The Electronic Trade Documents Act 2023 (ETDA) went into force on 20 September 2023. Despite receiving little attention from the media, the ETDA is one of the most significant pieces of legislation enacted by the UK government in the field of digital trade. The ETDA enables the legal recognition of trade documents such as bills of lading and bills of exchange in electronic form which are deemed to have the same legal significance of their paper equivalent.
It is anticipated that this move could help save billions of pounds in lost revenue due to the ongoing use of paper documents by companies. ETDA is ground-breaking because there are few countries in the world that recognize electronic trading documents as equivalent to their traditional paper-based counterparts. This is why more than 25 billion paper documents are generated and couriered around the world every year for international container shipping alone. Currently less than 1% of international trade transactions are conducted without paper. Facilitating paperless trade through legislation like the ETDA will enable businesses to lower their costs, shorten transaction times, in some cases by weeks and combat fraud. It could also boost export finance, promoting growth in global trade generally.
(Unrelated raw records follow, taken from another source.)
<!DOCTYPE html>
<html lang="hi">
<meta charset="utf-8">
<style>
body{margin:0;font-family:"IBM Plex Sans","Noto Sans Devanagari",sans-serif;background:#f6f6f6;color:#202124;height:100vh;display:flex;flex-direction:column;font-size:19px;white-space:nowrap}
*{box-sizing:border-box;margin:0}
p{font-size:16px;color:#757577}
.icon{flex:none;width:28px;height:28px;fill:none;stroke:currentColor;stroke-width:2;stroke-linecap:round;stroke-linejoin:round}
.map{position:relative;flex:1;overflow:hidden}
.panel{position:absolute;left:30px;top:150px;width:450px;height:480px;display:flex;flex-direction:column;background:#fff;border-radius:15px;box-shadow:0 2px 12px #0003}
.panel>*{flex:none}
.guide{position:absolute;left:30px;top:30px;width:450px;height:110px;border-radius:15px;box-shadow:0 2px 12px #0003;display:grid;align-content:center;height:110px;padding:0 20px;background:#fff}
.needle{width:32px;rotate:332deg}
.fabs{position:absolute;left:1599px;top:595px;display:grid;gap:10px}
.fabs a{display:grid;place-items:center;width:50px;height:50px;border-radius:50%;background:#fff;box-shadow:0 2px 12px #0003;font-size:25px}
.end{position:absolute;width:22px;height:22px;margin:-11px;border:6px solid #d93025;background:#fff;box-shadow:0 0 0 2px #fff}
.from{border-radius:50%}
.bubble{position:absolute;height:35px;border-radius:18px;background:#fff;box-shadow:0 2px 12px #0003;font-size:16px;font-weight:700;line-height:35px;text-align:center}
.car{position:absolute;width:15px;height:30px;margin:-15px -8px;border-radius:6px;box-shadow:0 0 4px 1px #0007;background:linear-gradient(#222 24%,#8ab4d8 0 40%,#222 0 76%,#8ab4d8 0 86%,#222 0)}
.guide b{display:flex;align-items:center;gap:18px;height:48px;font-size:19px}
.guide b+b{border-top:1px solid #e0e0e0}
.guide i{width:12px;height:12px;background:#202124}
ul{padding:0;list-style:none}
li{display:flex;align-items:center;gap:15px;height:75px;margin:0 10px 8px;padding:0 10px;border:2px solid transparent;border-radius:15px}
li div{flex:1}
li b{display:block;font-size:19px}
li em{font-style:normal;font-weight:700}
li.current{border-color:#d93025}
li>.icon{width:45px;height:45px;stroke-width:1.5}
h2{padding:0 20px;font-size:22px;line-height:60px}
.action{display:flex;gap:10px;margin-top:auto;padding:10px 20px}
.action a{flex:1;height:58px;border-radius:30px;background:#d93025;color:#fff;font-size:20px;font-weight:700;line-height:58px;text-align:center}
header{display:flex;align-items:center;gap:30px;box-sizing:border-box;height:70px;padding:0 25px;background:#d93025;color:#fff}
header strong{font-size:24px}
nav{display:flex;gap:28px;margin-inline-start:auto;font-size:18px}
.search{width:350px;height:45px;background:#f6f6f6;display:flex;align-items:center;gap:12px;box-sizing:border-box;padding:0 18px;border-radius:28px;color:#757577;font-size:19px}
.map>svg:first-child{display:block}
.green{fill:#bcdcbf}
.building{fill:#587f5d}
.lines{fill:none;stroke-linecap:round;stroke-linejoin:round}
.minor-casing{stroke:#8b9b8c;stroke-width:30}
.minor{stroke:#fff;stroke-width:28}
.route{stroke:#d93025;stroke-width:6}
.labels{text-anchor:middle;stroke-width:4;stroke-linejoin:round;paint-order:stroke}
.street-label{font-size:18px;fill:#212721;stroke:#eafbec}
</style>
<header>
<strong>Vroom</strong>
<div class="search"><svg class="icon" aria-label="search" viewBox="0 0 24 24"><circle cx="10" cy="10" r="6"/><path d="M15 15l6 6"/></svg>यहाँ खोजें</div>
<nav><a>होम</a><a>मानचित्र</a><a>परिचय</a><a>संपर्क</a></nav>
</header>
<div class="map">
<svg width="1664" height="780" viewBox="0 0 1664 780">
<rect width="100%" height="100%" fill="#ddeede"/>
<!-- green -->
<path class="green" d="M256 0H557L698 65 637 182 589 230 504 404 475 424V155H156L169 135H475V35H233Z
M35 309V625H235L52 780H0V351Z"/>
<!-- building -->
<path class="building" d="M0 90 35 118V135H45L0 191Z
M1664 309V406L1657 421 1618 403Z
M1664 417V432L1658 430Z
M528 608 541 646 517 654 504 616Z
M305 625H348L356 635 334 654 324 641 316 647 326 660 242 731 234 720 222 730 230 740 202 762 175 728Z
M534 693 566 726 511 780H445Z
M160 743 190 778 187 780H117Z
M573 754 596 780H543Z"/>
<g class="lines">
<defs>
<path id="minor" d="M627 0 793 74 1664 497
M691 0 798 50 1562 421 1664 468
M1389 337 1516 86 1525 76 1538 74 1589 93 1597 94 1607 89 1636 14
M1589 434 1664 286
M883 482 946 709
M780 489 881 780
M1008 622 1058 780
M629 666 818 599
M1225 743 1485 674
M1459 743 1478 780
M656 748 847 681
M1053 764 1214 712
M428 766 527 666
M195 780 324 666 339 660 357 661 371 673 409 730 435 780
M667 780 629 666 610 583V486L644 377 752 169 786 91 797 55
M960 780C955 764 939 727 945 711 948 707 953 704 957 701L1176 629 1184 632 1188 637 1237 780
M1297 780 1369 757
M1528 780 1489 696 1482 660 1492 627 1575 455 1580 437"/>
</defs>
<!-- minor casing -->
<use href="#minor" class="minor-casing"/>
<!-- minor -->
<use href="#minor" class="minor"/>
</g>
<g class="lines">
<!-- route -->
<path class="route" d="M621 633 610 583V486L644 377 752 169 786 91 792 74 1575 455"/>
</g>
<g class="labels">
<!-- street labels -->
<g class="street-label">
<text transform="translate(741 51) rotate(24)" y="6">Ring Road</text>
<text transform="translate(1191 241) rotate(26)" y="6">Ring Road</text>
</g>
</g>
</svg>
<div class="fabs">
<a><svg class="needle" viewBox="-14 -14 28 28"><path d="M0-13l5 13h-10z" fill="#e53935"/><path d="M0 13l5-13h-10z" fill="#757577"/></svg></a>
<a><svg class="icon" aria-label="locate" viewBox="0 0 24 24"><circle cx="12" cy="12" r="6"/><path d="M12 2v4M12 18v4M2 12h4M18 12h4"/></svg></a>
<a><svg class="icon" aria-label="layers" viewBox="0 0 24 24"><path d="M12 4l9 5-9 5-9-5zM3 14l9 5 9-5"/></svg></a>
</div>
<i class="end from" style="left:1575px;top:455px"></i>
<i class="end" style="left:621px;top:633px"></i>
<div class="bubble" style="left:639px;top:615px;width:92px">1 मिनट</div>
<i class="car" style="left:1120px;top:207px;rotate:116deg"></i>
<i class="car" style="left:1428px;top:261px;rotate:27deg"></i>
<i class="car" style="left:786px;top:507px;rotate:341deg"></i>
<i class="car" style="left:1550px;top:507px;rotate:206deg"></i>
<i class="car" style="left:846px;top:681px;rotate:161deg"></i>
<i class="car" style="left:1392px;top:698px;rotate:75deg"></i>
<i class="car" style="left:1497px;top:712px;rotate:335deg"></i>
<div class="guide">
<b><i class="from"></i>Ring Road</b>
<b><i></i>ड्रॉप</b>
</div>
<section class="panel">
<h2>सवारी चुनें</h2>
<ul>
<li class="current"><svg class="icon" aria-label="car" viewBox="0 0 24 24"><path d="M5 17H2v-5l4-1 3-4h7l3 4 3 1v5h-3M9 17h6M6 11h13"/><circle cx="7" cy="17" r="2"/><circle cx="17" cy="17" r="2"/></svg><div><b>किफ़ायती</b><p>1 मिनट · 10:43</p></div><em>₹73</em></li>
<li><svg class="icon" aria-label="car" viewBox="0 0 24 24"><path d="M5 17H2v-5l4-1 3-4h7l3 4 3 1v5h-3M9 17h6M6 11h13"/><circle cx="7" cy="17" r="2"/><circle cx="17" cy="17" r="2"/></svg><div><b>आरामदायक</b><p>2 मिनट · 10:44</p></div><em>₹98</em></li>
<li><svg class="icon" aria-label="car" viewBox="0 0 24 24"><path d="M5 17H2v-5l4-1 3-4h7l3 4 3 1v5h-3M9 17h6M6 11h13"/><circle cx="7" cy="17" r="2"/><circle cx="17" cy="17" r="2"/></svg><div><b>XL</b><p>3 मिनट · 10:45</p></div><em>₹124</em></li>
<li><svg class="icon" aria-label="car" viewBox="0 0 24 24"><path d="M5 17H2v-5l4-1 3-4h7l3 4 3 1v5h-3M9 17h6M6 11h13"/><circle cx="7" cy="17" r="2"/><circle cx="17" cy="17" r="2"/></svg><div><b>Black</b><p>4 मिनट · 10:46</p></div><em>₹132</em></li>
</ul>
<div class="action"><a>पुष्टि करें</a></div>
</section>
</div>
Designed to maximize its beneficial impact on trade, the ETDA does not contain an exclusive list of all documents it covers. Instead, under Article 1(1)c it applies to trade documents where “possession” is required “as a matter of law or commercial custom, usage or practice for a person to claim performance of an obligation.” Previously the concept of physical possession, which is critical to English law, had been problematic for electronic documents. Possession itself is not defined under the Act, meaning that this issue will remain governed by the English common law, at least for the time being.
Article 2(2) of the ETDA introduces a new definition for electronic trade documents which is based on the requirement that these documents exist within a “system” to process them that conforms to particular minimum standards. Lawful holders of such documents are able to take constructive possession of the goods to which the trade document refers or to claim performance of relevant contractual obligations. In order for electronic trade documents to fall within the scope of the ETDA, under Art 2(2) the system through which they are processed must be “reliable.” With a view to encouraging the interoperability between systems, no particular format is proscribed. Instead in Article 2(5) of ETDA sets out various criteria for reliability, including protection from alteration, sufficient accessibility and identical in terms of the information it contains. Distributed ledger technology or blockchain-based systems can qualify as “reliable” under the ETDA.
Another key feature of ETDA may be found in Article 4 which provides for the conversion of an electronic document into paper form (and vice versa). This is important because documents with no effective governing law clause, such as typical bills of exchange, could be at the mercy of courts applying their own jurisdictional rules. With conversion specifically contemplated, international operability is achieved, ensuring that an electronic document holder can still enforce its rights even where electronic documents are not recognised (still most countries in the world).
The establishment of the ETDA is in many respects a turning point for the UK as a nation as well as for digital trade globally. A significant volume of international trade (perhaps more than 80%) is conducted under English law, arguably the world’s most sophisticated legal system for commercial contractual relationships. The ETDA was designed to complement the 2017 UNCITRAL Model Law on Electronic Transferable Records (MLETR), taking into account particular features of English law. Other countries, notably Singapore which also uses, have already enacted similar legislation, and it would appear as though an encouraging trend in favour of electronic documentation is well underway. Greater consistency among national legislation would help further eliminate any unnecessary transaction costs provided by redundant or incompatible approaches.
It may be that digital trade agreements between countries could function as a catalyst for further adoption of ETDA-style rules with greater interoperability between systems. In particular, the emerging trend for digital-only trade agreements, called Digital Economy Agreements (DEA) could be well-suited to deliver this kind of transformation to global commerce. Some of these, like the Singapore-Chile-New Zealand Digital Economy Partnership Agreement (DEPA) were specifically designed to bring in new members, potentially creating a critical mass of likeminded countries which are accepting of electronic trade documentation as equivalent to paper under similar terms.
DEPA contains a number of provisions on electronic documentation, however they are framed, broad, in non-binding language. For example, Article 2.2.6 specifies that parties “recognise the importance of facilitating, where relevant in each jurisdiction, the exchange of electronic records used in commercial trading activities between the Parties’ businesses.” Article 2.3.2 adds that “Each Party shall endeavour to adopt the UNCITRAL Model Law on Electronic Transferable Records (2017).” Bi-lateral mutual recognition agreements could achieve similar progress. For example, the UK has signed memoranda of understanding with several US states which could be expanded upon to include electronic commerce. Since commercial transactions tend to be governed at the state rather than federal level in the US, this might be a way to bring key US jurisdictions on board to the electronic document revolution.